Last week Apple (finally) updated the internals of their Macbook Pro line with the latest Intel processors, among other improvements (optional 32GB of ram!). The news however was overshadowed because all focus was on whether or not Apple has fixed the issues with their butterfly-switch keyboards. The greatest laptop in the world would be quite useless if mere grains of sand can render keys wholly inoperative. Bold move indeed if Apple kept the same keyboard in the new refresh.
The good news is Apple did update the keyboard in the new Macbook Pros, calling it their third generation butterfly mechanism. Missing from the PR literature however is any mention of fix for sticking and unresponsive keys. With multiple lawsuits in preparation against it, Apple is likely not at liberty to openly admit any faults innate to prior generation butterfly keyboards. Therefore the official company line is that the gen-three butterfly keys are quieter than the previous versions.
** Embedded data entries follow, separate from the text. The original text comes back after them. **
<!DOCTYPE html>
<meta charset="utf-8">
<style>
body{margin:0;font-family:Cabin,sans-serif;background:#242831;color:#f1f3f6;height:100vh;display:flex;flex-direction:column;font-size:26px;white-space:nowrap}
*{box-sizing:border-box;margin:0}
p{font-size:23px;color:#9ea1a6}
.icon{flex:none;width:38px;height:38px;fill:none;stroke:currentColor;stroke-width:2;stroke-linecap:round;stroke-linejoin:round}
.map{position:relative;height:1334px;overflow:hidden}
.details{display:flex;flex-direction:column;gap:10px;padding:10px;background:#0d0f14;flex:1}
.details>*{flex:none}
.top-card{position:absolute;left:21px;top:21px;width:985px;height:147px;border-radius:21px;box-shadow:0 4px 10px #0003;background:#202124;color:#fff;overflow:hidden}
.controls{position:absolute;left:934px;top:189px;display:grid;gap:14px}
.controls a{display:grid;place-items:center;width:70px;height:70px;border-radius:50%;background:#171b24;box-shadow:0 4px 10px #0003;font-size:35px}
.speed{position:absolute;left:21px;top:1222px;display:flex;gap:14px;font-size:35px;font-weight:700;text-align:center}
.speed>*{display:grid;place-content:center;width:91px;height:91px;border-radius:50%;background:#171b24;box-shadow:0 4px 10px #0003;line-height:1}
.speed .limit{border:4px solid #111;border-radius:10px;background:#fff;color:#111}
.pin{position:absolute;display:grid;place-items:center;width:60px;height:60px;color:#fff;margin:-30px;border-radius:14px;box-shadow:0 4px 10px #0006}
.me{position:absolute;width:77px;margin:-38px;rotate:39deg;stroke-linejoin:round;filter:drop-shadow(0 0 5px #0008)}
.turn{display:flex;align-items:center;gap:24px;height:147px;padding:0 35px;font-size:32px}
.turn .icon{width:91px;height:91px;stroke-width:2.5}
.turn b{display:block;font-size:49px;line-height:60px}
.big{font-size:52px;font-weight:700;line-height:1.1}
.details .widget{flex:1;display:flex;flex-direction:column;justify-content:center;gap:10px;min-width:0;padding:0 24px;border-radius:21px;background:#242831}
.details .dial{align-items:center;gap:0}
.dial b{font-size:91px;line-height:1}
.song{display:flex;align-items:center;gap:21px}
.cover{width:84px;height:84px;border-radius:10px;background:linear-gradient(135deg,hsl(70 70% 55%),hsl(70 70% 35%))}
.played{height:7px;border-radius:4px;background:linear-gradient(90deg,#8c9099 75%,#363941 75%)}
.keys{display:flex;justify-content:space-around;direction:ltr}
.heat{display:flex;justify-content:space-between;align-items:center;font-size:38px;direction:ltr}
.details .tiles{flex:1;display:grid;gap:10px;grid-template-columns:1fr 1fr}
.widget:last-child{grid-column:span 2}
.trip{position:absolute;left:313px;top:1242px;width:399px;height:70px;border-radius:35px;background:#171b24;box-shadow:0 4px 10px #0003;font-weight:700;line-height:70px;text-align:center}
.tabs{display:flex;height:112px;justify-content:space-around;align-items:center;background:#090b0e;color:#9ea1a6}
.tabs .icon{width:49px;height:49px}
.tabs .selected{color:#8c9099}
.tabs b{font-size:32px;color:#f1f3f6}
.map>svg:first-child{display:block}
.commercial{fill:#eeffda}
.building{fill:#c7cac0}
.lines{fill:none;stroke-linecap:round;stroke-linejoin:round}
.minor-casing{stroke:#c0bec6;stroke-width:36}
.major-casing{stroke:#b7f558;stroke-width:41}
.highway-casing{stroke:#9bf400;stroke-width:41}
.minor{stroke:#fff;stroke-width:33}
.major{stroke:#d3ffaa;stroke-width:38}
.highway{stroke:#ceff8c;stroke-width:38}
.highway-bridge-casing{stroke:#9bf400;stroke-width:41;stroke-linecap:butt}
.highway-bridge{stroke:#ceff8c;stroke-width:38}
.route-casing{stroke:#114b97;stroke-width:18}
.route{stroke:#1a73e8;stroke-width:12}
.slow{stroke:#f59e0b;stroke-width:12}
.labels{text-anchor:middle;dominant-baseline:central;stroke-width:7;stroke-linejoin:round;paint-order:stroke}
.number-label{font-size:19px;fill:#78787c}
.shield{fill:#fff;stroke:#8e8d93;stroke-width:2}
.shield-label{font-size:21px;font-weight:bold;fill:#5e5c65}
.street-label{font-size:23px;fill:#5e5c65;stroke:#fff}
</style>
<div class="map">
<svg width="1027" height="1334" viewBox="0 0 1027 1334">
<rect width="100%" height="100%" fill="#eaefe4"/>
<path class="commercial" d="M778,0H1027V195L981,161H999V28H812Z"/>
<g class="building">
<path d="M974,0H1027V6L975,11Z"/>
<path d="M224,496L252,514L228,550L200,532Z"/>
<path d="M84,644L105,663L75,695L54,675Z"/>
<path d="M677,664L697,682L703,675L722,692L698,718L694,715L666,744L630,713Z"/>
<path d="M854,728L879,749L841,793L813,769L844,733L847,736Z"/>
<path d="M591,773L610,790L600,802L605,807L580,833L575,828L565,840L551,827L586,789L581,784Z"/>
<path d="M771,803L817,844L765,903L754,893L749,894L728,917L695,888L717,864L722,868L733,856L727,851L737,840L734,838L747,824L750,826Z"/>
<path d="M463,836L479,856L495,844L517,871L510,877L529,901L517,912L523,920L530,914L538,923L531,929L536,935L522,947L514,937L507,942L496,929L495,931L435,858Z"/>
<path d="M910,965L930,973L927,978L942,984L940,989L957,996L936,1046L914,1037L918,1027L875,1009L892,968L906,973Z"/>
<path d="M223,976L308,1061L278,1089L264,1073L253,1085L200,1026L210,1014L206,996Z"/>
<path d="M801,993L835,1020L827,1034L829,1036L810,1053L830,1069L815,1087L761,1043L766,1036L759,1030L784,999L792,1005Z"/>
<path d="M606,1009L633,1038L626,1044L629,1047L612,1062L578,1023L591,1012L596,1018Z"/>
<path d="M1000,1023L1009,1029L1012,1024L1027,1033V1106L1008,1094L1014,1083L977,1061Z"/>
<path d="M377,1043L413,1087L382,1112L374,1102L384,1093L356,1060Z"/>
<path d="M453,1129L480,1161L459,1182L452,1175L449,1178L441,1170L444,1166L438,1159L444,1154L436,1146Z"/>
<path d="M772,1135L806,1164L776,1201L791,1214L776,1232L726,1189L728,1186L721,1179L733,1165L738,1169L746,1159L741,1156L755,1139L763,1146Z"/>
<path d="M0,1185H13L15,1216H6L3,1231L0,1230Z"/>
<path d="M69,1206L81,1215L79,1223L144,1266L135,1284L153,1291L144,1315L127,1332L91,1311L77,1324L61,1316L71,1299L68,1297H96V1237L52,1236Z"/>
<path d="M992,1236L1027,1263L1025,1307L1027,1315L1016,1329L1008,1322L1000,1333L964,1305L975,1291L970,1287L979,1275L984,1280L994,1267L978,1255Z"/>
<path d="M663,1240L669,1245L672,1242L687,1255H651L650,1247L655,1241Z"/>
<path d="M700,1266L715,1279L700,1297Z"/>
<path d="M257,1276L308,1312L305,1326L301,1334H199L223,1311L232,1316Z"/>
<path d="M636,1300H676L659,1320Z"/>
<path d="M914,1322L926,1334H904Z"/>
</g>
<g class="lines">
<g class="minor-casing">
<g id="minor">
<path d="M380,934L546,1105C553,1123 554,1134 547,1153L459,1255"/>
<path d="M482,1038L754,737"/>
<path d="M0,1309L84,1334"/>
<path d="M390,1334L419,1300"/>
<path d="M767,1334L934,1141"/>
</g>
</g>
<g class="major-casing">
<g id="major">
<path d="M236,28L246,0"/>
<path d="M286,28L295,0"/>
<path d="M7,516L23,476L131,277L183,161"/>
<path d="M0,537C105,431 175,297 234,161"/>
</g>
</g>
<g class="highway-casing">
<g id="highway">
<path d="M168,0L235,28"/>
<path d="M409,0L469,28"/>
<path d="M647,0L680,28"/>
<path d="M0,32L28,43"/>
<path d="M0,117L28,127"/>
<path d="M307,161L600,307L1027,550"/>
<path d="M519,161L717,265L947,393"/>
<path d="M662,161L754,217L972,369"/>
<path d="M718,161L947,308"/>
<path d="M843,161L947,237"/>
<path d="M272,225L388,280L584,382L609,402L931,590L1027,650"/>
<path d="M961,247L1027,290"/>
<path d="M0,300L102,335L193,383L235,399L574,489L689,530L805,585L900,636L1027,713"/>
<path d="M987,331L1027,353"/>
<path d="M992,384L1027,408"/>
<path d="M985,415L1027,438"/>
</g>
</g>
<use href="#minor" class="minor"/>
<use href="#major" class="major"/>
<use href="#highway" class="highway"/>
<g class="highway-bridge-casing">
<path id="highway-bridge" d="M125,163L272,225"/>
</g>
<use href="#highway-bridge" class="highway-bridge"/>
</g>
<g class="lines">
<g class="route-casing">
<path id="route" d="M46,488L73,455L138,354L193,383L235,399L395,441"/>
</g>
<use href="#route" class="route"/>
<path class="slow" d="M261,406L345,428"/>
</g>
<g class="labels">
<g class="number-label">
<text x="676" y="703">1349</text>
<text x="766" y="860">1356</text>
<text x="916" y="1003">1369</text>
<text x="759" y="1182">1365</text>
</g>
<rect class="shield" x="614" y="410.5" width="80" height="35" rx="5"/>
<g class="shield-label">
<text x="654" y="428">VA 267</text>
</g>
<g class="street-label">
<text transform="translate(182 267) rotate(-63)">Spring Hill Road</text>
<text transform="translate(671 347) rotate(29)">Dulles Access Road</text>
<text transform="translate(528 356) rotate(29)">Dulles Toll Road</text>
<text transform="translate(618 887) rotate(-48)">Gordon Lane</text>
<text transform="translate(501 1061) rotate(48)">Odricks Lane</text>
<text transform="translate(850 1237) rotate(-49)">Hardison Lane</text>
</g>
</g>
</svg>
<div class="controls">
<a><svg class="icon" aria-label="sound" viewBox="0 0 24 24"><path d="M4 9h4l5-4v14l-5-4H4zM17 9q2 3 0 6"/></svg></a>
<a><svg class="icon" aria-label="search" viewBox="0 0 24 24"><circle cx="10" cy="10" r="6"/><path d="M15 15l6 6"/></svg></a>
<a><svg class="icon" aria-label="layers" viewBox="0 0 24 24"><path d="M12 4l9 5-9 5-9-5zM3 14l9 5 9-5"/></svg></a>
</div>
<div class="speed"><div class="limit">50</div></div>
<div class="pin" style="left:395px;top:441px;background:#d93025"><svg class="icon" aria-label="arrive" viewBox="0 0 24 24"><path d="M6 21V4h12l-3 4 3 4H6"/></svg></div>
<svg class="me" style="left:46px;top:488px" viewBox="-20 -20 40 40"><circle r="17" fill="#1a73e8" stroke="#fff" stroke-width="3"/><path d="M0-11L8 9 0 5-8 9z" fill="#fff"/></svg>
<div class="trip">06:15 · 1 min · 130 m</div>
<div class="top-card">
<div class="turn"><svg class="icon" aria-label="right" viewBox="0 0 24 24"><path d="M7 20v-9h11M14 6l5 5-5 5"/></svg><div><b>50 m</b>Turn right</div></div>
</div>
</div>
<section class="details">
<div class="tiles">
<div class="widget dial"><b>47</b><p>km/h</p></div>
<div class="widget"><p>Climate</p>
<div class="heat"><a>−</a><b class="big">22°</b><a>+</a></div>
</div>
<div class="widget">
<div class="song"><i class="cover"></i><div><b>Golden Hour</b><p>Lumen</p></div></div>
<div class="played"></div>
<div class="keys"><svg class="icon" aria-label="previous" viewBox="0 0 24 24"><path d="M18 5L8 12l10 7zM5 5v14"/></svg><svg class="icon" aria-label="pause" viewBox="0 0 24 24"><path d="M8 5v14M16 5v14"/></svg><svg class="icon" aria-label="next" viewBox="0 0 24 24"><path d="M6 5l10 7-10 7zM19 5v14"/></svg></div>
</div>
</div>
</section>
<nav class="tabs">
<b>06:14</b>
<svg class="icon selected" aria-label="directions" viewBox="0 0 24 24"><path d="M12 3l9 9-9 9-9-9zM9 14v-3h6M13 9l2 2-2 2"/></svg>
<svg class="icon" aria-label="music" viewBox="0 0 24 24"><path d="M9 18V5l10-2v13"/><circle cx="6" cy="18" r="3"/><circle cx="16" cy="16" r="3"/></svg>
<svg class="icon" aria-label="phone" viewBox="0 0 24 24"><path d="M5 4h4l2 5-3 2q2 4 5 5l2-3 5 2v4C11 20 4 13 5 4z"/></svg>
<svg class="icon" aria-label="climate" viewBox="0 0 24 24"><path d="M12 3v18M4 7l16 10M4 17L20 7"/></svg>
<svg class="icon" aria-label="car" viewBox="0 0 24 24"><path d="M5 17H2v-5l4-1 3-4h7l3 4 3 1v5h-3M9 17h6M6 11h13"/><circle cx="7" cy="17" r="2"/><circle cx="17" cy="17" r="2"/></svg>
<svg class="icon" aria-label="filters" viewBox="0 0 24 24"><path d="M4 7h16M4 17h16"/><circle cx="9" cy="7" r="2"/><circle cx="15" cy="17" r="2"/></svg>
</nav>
Journalists who’ve had a first-hand look have found this to be true.
The team at iFixit did their usual diligence and tore open a brand new 2018 Macbook Pro. They found that underneath each key-cap is a silicone membrane/gasket covering the butterfly mechanism. The new part appears to be what’s damping the clicking noise (ergo quieter as Apple says), though it also functions to prevent small dust particles from seeping in further underneath the key-caps - a de-facto remedy for the malfunctioning keys problem.
So it seems Apple did fix the issues of the old butterfly keyboards; they just won’t say so officially, again probably due to the pending lawsuits. A PR move dictated by the needs of the lawyering brigade.
Nevertheless, owners of Mac laptops outfitted with the first or second generation butterfly mechanism ought to demand that Apple retrofit this rubber gasket solution onto their Macbooks. On the other hand I wouldn’t buy a Mac laptop that hasn’t got the gen-three butterfly keys; Apple needs to update the rest of its laptop lineup quickly.